Bob Kentridge 1995

Comparative Psychology: Lecture 4.

Predictability or surprise?

At the end of last lecture we'd arrived at the conclusion that the predictability of CS-US as a pair of events rather than their temporal contiguity or even their frequency of co-occurrence was a crucial factor in determining the strength of conditioning that would occur between them. We take this approach, dissecting the details of the processes underlying classical conditioning, much further. We will try and tease out the role of the predictability or surprisingness of stimuli in classical conditioning.
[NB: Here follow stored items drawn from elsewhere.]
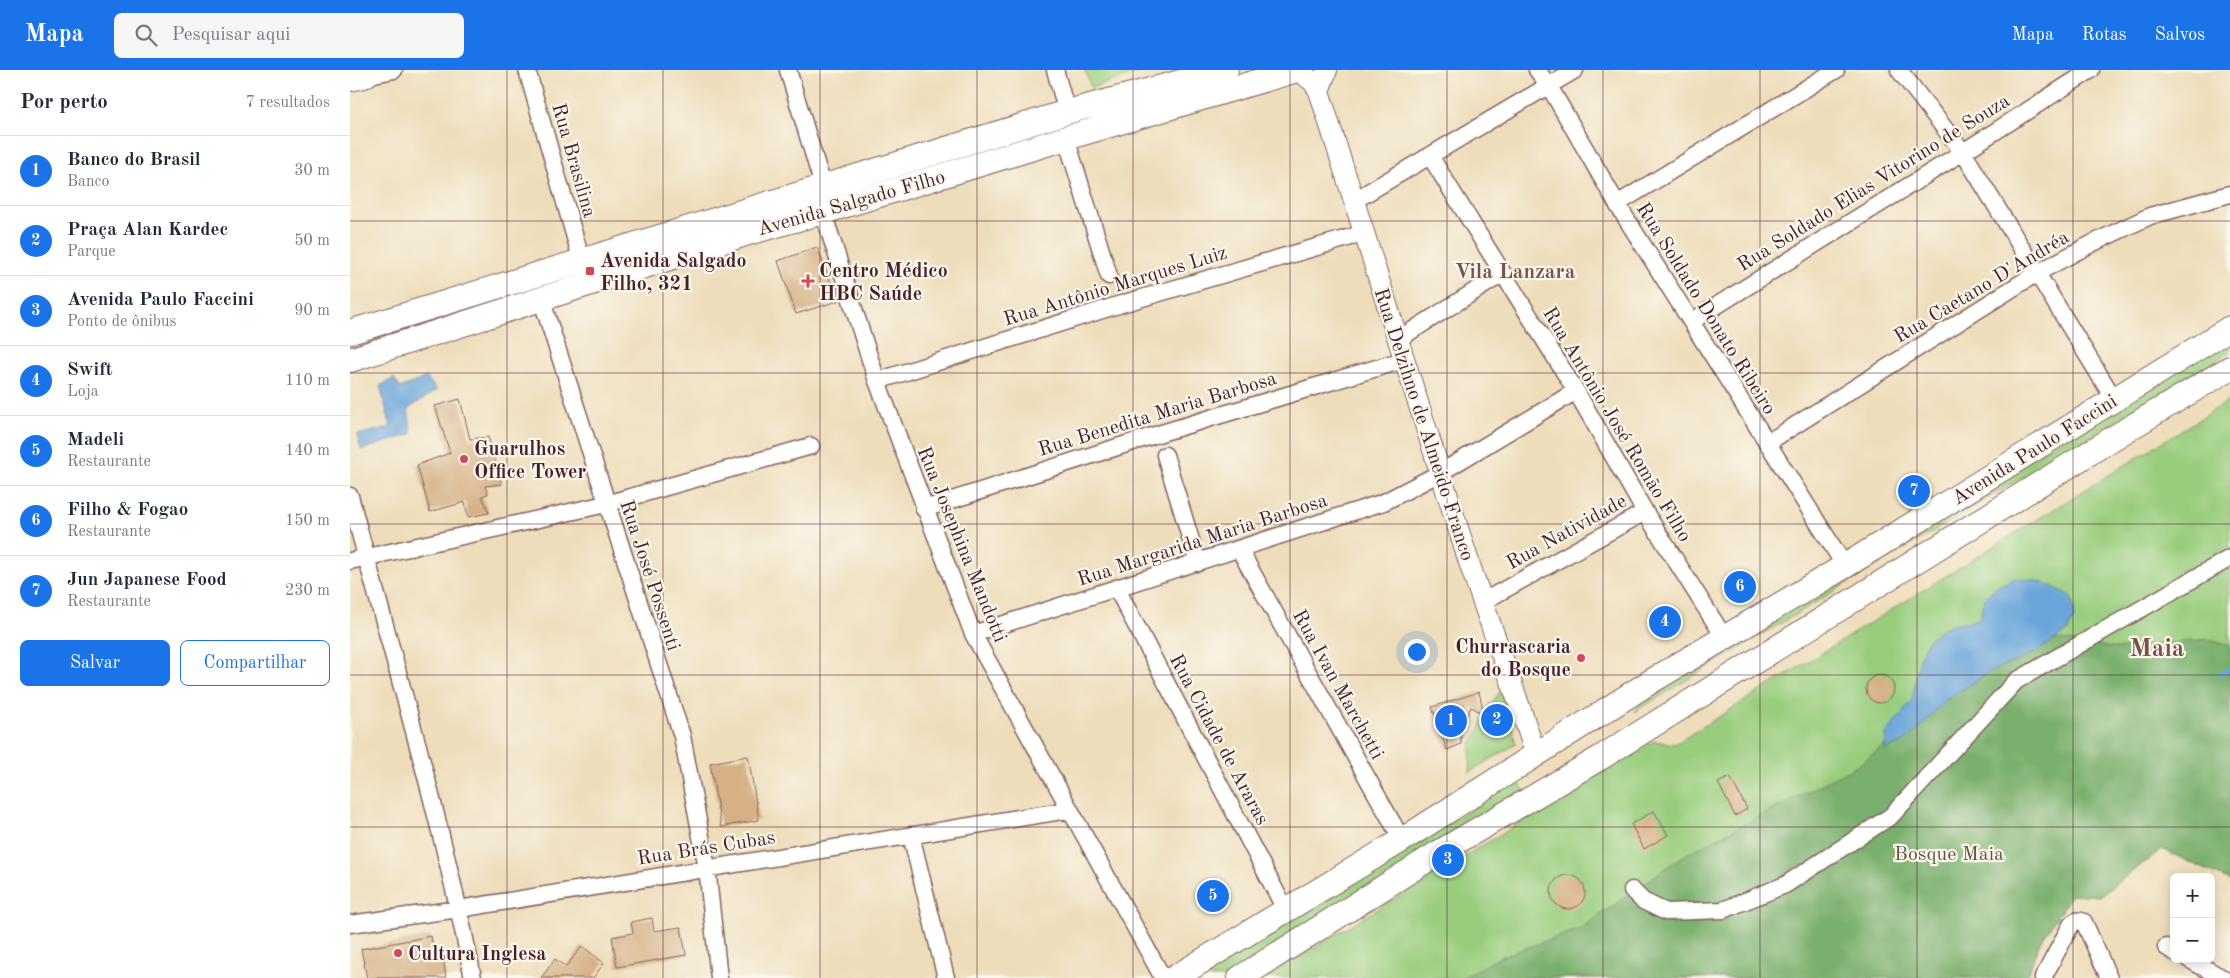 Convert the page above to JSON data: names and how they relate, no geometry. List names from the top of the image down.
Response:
{
  "streets": {
    "main road": ["Avenida Salgado Filho", "Avenida Paulo Faccini"],
    "street": [
      "Rua Brasilina",
      "Rua Soldado Elias Vitorino de Souza",
      "Rua Antônio Marques Luiz",
      "Rua Caetano D'Andréa",
      "Rua Soldado Donato Ribeiro",
      "Rua Benedita Maria Barbosa",
      "Rua Delzihno de Almeido Franco",
      "Rua Antônio José Romão Filho",
      "Rua Natividade",
      "Rua Margarida Maria Barbosa",
      "Rua Josephina Mandotti",
      "Rua José Possenti",
      "Rua Ivan Marchetti",
      "Rua Cidade de Araras",
      "Rua Brás Cubas"
    ]
  },
  "crossings": [
    ["Rua Brasilina", "Avenida Salgado Filho"],
    ["Rua Soldado Elias Vitorino de Souza", "Rua Soldado Donato Ribeiro"],
    ["Avenida Salgado Filho", "Rua Delzihno de Almeido Franco"],
    ["Avenida Salgado Filho", "Rua Josephina Mandotti"],
    ["Avenida Salgado Filho", "Rua José Possenti"],
    ["Rua Antônio Marques Luiz", "Rua Delzihno de Almeido Franco"],
    ["Rua Antônio Marques Luiz", "Rua Josephina Mandotti"],
    ["Rua Caetano D'Andréa", "Rua Soldado Donato Ribeiro"],
    ["Rua Soldado Donato Ribeiro", "Avenida Paulo Faccini"],
    ["Rua Benedita Maria Barbosa", "Rua Delzihno de Almeido Franco"],
    ["Rua Benedita Maria Barbosa", "Rua Josephina Mandotti"],
    ["Rua Delzihno de Almeido Franco", "Avenida Paulo Faccini"],
    ["Rua Delzihno de Almeido Franco", "Rua Natividade"],
    ["Rua Delzihno de Almeido Franco", "Rua Margarida Maria Barbosa"],
    ["Rua Antônio José Romão Filho", "Avenida Paulo Faccini"],
    ["Rua Antônio José Romão Filho", "Rua Natividade"],
    ["Rua Antônio José Romão Filho", "Rua Margarida Maria Barbosa"],
    ["Avenida Paulo Faccini", "Rua Ivan Marchetti"],
    ["Avenida Paulo Faccini", "Rua Cidade de Araras"],
    ["Rua Margarida Maria Barbosa", "Rua Josephina Mandotti"],
    ["Rua Margarida Maria Barbosa", "Rua Ivan Marchetti"],
    ["Rua Margarida Maria Barbosa", "Rua Cidade de Araras"],
    ["Rua Josephina Mandotti", "Rua Brás Cubas"],
    ["Rua José Possenti", "Rua Brás Cubas"]
  ],
  "districts": ["Vila Lanzara", "Maia"],
  "parks": ["Bosque Maia"],
  "places": {
    "transit": ["Avenida Salgado Filho, 321"],
    "health": ["Centro Médico HBC Saúde"],
    "other": ["Guarulhos Office Tower", "Churrascaria do Bosque", "Cultura Inglesa"]
  },
  "page": {
    "header": "Mapa",
    "search": "Pesquisar aqui",
    "nav": ["Mapa", "Rotas", "Salvos"],
    "heading": ["Por perto", "7 resultados"],
    "list": [
      {
        "mark": "1",
        "name": "Banco do Brasil",
        "note": "Banco",
        "value": "30 m"
      },
      {
        "mark": "2",
        "name": "Praça Alan Kardec",
        "note": "Parque",
        "value": "50 m"
      },
      {
        "mark": "3",
        "name": "Avenida Paulo Faccini",
        "note": "Ponto de ônibus",
        "value": "90 m"
      },
      {
        "mark": "4",
        "name": "Swift",
        "note": "Loja",
        "value": "110 m"
      },
      {
        "mark": "5",
        "name": "Madeli",
        "note": "Restaurante",
        "value": "140 m"
      },
      {
        "mark": "6",
        "name": "Filho & Fogao",
        "note": "Restaurante",
        "value": "150 m"
      },
      {
        "mark": "7",
        "name": "Jun Japanese Food",
        "note": "Restaurante",
        "value": "230 m"
      }
    ],
    "pins": [
      "7",
      "6",
      "4",
      "2",
      "1",
      "3",
      "5"
    ],
    "buttons": ["Salvar", "Compartilhar"],
    "map_buttons": ["+", "−"]
  }
}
In order to do so we need to look at two other classical conditioning phenomena first.

Overshadowing.

In trying to explain the classical conditioning process we will be looking at evidence from experiments where two (or even more) CSs are presented with a single US. By varying aspects of the CSs and comparing the effectiveness of their conditioning to the single US we hope to discover what properties of the CS (and, eventually the US), as opposed to the CS-US pair, determine the effectiveness of conditioning. Probably the simplest experiment comparing two CSs is a demonstration of the phenomenon of overshadowing. In this experiment we take two CSs, CS1 and CS2, which, during training, are always presented together. After training we measure the strength of conditioning to the stimuli CS1 and CS2 presented individually. We typically find that the strength of conditioning to each CS depends on their relative intensity. If CS1 is a dim light and CS2 a bright light then, after conditioning to the CS1-CS2 combination, the CR to the bright light is very strong while the dim light alone produces little or no reaction. We refer to the general perceived strength of stimuli as their salience. Although it might be related to the physically measurable intensity of stimuli, salience is refers to the intensity of the subjective experience of stimuli, not of the objective intensity of the stimuli themselves. Some more examples make this clear. The two CSs need not even be in the same modality, a loud tone might overshadow a dim light for example. We cannot equate the physical intensities of sound and light, yet it is reasonable to characterise their relative subjective salience. In this situation then it doesn't make sense to say that the strength of conditioning between a CS and a US depends on the intensity of the CS, if we are to derive general principles of classical conditioning we must say that the strength of CS-US learning depends on the salience of the CS. Salience, as subjective experience, varies between individuals, and, more importantly, between species. We, who have colour vision, might find a red light more salient that a green light of equal intensity, while a rat, which only has monochromatic vision will find them equally salient. Salience is depends on some combination of the physical characteristics of stimuli and of the sensory systems of the perceiver.

Blocking.

In addition to variations in the subjective characteristics we can also investigate variations in the history of these experiences. Suppose once again that we use two stimuli CS1 and CS2 which will be paired with a single US. Rather than presenting the two CSs together throughout the training of an animal we only use CS1 in the first half of training and then use the CS1-CS2 combination together, just as we would in an overshadowing experiment for the second half of training. We could, for example, give an animal 50 trials in which they experience a CS1-US combination followed by 50 in which they experienced as CS1-CS2-US combination. The result, in general, is that when subsequently tested individually the animal will show string conditioning to CS1 and little or no conditioning to CS2. The effect where the prior pairing of one stimulus with a US stops the US being associated with other subsequently presented stimuli is called blocking.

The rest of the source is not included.